The day the debt-ridden Texas oil producer MDC Energy filed for bankruptcy eight months ago, a tank at one of its wells was furiously leaking methane, a potent greenhouse gas, into the atmosphere. As of last week, dangerous, invisible gases were still spewing into the air.

By one estimate, the company would need more than $40 million to clean up its wells if they were permanently closed. But the debts of MDC’s parent company now exceed the value of its assets by more than $180 million.

In the months before its bankruptcy filing, though, the company managed to pay its chief executive $8.5 million in consulting fees, its top lender, the French investment bank Natixis, later alleged in bankruptcy court.

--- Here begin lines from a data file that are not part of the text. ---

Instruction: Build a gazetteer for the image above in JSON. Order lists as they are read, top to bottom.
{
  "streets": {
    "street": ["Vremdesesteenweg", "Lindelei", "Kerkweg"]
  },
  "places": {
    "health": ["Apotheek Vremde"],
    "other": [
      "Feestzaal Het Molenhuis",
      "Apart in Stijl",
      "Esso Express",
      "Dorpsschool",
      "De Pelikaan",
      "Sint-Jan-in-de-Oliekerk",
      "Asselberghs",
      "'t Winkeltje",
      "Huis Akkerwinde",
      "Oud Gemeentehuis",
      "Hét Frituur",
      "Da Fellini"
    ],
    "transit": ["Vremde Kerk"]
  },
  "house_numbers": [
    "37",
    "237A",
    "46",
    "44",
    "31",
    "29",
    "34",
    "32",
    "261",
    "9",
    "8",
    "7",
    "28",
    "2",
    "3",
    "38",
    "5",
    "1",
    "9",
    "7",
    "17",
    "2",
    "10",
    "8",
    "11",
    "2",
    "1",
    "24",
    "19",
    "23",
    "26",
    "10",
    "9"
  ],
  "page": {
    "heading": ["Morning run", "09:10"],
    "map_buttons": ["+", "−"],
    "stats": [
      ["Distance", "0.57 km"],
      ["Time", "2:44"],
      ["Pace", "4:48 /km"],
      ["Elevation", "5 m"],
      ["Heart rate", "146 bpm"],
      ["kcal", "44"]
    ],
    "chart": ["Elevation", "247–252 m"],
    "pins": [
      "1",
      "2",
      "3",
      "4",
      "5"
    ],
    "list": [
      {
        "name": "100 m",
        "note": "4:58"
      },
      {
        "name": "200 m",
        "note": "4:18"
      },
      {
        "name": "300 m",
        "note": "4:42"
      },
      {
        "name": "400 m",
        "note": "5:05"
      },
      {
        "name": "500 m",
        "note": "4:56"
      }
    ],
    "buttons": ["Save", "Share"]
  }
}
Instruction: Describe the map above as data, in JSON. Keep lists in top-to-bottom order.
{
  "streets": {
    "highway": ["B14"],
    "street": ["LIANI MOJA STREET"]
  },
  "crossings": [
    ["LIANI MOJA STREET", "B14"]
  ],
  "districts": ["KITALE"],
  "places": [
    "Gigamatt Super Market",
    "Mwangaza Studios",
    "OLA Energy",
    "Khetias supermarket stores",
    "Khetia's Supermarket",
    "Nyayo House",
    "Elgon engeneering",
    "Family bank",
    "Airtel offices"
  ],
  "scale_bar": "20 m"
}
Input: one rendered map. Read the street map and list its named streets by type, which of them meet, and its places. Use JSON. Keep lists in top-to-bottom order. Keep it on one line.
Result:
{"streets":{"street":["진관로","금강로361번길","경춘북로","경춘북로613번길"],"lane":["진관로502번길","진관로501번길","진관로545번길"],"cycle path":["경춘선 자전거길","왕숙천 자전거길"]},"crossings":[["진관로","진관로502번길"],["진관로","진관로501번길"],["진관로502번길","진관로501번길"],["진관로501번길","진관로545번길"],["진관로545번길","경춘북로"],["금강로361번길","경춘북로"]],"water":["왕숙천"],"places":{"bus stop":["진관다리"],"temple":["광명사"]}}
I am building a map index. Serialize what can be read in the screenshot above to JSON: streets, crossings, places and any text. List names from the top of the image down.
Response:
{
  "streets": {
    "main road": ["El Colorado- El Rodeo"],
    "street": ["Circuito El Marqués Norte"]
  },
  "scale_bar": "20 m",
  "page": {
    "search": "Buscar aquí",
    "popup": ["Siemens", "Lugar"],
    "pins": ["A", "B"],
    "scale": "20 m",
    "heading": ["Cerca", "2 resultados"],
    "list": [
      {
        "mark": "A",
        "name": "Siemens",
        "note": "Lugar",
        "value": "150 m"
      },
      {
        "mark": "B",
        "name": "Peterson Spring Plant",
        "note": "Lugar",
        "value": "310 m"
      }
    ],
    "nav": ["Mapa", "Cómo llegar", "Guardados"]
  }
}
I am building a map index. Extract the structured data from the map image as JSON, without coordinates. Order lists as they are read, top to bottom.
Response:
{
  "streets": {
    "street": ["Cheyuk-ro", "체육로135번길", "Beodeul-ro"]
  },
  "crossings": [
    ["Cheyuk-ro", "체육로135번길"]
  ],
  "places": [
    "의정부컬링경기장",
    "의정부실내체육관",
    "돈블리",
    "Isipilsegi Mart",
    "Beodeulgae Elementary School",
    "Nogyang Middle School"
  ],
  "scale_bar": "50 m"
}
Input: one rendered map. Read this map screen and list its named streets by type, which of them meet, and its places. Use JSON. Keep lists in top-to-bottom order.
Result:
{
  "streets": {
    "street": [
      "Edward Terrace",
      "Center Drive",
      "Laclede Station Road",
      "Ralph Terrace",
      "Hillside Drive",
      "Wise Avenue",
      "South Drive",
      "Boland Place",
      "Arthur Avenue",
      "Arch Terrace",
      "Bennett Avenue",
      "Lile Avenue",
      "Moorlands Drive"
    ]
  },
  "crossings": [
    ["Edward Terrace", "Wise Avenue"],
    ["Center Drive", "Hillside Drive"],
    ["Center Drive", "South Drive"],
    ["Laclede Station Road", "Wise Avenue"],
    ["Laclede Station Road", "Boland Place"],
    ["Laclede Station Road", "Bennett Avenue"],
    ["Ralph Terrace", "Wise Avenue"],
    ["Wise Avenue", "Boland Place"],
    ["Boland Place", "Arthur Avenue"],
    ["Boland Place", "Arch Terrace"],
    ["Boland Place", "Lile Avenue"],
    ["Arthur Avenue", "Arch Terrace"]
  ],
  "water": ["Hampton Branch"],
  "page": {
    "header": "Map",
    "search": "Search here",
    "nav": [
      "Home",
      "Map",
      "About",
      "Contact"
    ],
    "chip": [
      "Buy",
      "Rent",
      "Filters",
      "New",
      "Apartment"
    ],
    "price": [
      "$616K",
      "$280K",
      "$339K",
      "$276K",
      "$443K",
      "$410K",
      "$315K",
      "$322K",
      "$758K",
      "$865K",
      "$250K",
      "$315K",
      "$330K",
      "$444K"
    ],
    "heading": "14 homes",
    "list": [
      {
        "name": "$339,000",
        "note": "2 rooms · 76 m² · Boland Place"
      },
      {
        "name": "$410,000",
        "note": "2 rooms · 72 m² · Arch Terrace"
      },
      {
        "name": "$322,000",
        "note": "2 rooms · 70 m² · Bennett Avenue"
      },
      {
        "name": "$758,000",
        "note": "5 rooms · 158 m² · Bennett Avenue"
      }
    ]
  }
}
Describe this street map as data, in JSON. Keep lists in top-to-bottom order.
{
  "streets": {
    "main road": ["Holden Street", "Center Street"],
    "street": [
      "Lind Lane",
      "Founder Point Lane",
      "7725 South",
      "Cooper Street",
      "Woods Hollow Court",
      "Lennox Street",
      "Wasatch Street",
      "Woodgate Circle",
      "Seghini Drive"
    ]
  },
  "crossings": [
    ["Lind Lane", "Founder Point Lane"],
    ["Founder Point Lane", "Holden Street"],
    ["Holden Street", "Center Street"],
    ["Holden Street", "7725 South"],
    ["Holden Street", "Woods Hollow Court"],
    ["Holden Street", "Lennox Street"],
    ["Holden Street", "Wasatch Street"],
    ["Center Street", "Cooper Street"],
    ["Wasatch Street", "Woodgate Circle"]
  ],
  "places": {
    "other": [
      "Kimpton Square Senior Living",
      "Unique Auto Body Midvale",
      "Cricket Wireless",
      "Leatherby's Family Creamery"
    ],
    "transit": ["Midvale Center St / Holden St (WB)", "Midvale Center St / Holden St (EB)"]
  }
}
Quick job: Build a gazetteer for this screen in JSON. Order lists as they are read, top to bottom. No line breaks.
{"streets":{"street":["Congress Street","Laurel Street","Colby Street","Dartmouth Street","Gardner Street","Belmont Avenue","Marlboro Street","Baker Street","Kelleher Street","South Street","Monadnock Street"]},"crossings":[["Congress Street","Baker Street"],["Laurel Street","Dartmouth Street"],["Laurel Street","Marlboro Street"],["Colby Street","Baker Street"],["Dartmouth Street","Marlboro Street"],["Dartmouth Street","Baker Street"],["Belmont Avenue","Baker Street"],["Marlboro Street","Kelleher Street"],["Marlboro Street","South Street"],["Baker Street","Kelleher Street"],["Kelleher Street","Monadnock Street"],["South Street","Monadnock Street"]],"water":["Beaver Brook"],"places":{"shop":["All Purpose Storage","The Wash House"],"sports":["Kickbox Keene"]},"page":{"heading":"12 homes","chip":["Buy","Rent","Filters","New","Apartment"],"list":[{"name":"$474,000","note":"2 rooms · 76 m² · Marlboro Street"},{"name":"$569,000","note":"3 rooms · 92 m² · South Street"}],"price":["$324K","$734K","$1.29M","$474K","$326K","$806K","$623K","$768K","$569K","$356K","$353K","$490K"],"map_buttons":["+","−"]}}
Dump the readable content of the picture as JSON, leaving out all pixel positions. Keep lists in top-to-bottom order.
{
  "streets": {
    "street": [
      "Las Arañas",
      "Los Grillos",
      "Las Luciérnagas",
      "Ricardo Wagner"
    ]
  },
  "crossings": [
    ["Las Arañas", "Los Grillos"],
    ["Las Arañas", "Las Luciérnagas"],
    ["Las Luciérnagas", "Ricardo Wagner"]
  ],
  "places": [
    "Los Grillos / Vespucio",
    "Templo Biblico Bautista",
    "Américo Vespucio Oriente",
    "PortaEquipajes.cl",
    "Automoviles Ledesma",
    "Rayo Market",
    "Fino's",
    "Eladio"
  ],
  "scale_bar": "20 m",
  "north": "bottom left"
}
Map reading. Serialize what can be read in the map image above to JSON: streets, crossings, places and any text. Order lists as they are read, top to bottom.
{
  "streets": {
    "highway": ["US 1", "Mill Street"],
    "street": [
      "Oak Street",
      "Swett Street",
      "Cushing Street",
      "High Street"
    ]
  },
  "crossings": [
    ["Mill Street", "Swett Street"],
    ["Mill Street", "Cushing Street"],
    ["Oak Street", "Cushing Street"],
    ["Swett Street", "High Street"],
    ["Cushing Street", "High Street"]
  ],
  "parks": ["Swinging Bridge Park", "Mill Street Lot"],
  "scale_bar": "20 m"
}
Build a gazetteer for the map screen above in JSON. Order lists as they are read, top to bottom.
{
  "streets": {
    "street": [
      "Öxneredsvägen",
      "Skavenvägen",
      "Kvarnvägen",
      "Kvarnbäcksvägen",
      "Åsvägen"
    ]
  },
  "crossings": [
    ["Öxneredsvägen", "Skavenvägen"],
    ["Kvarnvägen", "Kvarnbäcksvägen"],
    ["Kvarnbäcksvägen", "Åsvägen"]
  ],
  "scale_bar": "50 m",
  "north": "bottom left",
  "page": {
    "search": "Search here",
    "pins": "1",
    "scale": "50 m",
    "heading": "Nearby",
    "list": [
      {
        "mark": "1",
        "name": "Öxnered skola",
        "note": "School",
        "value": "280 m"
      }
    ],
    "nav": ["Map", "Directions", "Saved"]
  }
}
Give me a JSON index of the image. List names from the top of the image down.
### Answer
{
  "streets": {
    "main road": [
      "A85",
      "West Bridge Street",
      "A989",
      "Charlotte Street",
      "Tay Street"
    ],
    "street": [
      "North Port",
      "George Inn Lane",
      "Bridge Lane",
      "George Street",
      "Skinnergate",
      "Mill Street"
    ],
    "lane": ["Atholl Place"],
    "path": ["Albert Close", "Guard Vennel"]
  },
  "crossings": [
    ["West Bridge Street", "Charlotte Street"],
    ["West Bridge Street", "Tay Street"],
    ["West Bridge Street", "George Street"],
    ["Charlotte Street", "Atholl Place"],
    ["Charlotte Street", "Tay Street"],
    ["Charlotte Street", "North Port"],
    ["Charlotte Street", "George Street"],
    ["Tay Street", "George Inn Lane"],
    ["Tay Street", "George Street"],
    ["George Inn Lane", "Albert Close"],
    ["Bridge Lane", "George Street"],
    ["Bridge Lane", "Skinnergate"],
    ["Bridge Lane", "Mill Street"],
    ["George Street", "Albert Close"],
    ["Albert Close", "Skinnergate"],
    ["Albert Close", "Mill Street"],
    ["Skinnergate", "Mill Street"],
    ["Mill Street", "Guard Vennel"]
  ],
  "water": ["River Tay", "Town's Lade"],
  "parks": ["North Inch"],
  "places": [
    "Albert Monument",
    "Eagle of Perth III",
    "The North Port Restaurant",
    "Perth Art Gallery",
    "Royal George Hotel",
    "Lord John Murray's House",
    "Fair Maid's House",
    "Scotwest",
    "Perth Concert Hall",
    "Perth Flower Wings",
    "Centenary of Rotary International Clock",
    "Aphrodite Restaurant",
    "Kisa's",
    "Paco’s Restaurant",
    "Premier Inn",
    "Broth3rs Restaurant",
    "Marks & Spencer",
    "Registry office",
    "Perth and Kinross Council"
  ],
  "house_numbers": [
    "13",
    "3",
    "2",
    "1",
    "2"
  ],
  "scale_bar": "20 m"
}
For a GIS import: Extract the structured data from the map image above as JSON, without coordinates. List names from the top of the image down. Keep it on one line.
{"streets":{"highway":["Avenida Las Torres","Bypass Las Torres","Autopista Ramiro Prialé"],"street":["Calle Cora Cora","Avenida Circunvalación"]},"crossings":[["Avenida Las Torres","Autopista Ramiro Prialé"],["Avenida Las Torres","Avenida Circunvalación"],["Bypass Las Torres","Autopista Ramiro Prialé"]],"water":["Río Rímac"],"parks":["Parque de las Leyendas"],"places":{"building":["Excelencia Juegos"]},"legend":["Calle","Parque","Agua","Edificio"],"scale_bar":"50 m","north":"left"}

Oil and gas companies in the United States are hurtling toward bankruptcy at a pace not seen in years, driven under by a global price war and a pandemic that has slashed demand. And in the wake of this economic carnage is a potential environmental disaster — unprofitable wells that will be abandoned or left untended, even as they continue leaking planet-warming pollutants, and a costly bill for taxpayers to clean it all up.

Still, as these businesses collapse, millions of dollars have flowed to executive compensation.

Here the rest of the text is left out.